▶ _Description of the task_: Among the entries below, how many lines include "active"? Give the number alone.

(Input data)

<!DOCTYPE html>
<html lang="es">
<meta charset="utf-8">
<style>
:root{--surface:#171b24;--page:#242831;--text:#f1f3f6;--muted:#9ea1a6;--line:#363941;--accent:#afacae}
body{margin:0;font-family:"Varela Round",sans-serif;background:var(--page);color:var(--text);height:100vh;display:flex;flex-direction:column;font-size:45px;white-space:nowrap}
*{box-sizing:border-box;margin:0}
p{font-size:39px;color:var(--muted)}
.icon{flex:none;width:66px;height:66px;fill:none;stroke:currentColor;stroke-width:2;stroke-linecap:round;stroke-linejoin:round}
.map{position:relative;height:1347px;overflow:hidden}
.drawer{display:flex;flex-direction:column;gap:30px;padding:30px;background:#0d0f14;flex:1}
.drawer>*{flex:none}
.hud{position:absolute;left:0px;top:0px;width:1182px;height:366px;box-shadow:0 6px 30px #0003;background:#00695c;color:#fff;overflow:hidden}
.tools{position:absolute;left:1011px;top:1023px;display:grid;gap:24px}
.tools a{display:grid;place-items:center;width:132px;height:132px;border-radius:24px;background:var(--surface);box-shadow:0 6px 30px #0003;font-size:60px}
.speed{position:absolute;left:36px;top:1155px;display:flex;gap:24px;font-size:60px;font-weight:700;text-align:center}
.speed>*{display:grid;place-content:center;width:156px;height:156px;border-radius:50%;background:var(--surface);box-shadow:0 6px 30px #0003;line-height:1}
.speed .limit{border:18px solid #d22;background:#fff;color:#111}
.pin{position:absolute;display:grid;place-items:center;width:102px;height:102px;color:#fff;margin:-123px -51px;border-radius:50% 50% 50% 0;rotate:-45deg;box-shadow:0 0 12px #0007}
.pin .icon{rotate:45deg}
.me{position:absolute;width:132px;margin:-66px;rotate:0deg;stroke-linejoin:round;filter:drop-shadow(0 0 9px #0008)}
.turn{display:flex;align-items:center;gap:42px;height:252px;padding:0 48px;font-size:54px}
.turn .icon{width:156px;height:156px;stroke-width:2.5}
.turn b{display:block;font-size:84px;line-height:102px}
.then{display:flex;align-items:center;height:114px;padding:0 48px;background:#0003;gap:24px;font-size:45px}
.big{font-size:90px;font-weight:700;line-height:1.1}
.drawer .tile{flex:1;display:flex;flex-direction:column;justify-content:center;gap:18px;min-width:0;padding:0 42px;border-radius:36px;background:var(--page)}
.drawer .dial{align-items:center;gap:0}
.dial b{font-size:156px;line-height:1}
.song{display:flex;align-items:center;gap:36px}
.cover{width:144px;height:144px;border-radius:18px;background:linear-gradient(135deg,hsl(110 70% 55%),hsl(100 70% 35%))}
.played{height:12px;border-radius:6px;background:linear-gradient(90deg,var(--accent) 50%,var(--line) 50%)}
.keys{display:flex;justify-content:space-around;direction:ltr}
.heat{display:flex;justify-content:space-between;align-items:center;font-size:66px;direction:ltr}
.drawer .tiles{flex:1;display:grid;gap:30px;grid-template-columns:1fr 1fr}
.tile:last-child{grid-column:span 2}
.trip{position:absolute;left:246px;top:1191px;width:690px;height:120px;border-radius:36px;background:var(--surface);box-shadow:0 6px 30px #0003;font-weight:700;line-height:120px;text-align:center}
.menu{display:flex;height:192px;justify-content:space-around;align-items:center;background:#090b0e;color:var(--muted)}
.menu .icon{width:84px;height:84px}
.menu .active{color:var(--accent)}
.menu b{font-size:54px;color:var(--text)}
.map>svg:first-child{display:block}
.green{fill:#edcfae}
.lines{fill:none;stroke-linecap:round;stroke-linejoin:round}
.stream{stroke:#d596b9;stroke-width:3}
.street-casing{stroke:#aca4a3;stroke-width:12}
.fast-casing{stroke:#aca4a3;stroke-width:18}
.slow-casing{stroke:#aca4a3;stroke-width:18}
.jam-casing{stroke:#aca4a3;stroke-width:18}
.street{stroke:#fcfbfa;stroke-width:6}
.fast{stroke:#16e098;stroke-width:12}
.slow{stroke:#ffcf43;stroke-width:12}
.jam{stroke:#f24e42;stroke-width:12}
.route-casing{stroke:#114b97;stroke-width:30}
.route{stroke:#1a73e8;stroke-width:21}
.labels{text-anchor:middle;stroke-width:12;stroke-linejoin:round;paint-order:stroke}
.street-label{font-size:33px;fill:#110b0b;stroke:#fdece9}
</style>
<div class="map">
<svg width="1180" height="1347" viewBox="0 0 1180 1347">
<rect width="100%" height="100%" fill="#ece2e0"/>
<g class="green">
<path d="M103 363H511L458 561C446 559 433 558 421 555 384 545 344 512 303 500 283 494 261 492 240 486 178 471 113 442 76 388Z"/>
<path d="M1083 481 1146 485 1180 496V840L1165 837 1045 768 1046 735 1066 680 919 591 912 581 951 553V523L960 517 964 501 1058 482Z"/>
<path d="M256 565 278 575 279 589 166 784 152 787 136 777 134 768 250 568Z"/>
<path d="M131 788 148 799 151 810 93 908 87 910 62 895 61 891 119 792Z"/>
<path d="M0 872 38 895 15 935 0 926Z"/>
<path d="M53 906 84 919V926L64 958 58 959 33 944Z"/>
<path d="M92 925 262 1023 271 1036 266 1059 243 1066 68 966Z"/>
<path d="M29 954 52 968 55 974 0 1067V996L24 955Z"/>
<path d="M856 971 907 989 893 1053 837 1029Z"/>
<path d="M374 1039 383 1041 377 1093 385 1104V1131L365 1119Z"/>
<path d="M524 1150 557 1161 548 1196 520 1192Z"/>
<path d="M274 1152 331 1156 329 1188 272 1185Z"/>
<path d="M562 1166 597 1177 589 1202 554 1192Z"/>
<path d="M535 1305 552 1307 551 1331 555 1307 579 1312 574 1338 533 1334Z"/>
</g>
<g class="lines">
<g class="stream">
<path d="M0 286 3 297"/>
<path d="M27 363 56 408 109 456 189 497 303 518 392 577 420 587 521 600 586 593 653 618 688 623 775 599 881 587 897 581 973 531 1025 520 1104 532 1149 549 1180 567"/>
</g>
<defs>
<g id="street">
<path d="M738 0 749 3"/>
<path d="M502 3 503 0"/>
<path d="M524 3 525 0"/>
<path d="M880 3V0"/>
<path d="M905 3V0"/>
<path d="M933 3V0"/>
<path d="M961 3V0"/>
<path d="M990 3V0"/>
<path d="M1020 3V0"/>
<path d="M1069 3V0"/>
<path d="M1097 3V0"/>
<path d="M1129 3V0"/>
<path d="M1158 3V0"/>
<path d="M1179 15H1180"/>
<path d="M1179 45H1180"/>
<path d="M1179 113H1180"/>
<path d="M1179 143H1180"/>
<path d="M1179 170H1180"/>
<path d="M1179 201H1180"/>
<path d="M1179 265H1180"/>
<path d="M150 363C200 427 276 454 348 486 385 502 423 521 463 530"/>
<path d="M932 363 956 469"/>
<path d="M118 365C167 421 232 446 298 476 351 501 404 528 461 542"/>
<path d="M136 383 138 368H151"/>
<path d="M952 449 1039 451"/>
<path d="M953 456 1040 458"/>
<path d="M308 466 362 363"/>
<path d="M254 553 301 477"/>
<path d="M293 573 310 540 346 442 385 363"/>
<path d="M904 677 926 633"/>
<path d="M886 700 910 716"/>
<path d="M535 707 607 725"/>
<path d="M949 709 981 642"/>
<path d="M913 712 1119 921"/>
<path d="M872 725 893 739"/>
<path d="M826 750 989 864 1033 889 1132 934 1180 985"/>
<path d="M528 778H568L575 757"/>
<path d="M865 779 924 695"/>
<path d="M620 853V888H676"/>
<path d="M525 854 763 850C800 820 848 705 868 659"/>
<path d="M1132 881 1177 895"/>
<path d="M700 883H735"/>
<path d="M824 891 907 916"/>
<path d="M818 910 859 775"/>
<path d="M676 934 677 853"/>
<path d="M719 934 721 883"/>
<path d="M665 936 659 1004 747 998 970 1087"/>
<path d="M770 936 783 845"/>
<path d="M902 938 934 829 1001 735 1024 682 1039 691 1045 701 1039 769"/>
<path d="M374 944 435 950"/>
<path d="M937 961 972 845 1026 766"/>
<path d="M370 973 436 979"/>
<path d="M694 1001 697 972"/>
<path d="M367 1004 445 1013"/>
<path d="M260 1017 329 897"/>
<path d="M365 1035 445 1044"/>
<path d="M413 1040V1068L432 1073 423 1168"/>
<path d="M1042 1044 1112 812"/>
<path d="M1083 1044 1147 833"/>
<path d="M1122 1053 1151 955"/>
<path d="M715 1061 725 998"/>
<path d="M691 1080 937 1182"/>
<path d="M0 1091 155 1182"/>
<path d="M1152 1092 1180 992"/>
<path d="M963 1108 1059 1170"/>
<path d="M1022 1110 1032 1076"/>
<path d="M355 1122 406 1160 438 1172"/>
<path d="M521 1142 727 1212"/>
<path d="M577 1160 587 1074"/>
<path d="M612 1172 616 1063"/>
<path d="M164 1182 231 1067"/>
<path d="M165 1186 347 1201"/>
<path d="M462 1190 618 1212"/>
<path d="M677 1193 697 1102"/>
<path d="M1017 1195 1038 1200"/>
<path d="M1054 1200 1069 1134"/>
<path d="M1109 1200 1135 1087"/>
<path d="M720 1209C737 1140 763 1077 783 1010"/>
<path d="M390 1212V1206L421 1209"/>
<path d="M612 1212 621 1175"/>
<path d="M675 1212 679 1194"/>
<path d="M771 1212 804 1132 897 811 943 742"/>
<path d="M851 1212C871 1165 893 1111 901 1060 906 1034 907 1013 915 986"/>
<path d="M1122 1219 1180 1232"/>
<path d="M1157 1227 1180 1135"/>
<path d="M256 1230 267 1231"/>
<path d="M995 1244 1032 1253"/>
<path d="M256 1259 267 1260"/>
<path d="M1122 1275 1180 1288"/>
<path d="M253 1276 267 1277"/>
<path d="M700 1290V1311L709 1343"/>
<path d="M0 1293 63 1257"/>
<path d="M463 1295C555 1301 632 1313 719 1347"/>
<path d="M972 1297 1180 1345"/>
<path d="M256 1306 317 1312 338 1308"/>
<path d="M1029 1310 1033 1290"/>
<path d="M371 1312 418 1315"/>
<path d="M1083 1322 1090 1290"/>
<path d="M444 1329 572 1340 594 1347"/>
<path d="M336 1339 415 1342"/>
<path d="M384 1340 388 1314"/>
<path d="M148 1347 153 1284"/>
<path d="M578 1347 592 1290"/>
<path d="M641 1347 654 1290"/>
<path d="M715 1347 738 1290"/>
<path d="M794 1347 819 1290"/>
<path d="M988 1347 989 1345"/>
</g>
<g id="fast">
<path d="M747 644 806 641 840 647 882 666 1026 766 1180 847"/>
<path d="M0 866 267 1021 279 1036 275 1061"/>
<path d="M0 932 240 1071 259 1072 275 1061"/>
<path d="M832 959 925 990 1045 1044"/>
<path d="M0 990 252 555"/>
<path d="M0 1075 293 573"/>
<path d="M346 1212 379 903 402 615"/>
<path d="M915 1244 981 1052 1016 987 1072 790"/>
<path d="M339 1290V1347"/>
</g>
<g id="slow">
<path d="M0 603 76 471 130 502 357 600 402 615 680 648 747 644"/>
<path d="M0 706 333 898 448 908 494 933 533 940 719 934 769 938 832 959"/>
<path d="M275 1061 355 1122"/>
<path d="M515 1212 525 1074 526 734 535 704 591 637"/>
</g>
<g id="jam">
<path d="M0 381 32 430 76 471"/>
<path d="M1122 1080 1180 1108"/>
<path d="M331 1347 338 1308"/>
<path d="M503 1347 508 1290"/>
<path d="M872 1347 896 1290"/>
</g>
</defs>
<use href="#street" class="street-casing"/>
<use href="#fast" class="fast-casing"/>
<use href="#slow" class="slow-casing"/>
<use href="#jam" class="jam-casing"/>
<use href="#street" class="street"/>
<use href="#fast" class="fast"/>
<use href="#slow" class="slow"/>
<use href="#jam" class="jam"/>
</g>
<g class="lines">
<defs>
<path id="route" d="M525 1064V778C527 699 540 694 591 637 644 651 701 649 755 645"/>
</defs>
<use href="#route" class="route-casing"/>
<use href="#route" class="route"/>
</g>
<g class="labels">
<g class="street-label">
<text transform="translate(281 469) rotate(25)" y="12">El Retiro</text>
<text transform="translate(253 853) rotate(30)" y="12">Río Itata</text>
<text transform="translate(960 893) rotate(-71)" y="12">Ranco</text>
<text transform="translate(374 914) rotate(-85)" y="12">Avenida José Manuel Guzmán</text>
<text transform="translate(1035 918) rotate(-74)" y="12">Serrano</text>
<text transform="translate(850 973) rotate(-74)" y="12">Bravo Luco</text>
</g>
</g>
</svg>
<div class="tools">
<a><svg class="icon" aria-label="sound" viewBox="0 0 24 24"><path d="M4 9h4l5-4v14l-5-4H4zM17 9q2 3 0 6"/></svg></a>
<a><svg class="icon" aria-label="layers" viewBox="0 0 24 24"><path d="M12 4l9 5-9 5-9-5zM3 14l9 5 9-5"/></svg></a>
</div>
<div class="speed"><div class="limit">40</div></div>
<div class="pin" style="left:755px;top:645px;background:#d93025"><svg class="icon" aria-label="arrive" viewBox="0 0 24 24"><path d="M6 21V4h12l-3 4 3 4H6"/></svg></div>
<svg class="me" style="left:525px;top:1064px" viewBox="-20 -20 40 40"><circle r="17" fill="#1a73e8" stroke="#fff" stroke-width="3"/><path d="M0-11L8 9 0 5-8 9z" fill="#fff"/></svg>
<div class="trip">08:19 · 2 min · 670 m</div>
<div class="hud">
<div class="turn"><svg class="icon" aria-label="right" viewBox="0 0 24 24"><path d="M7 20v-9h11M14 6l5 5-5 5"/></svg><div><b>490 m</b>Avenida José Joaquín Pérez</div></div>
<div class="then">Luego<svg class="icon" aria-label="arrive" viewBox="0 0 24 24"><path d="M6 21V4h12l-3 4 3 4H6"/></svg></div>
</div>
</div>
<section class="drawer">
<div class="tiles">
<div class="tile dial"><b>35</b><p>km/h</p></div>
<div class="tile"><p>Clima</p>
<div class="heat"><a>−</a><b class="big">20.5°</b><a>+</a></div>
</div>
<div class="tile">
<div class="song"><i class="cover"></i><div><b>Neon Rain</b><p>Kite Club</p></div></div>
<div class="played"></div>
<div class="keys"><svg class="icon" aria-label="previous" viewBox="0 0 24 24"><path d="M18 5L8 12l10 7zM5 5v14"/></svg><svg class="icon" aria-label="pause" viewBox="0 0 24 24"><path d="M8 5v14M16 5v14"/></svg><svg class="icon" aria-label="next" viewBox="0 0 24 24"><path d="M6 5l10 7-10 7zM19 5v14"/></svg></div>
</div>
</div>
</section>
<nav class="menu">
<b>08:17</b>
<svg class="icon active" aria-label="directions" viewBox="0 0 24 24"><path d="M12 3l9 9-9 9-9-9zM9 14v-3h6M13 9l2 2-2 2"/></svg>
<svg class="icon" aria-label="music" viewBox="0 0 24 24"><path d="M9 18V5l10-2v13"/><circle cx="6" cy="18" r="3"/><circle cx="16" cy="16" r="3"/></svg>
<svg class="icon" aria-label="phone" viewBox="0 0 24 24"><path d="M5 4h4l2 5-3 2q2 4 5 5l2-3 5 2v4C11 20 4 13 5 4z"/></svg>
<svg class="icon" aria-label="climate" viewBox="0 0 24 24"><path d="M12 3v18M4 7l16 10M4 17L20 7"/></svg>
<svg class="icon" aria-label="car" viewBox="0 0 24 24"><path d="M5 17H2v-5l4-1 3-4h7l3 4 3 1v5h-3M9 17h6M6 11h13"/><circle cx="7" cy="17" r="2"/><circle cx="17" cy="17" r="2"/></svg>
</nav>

(End Input data)

▶ _The completed task_: 2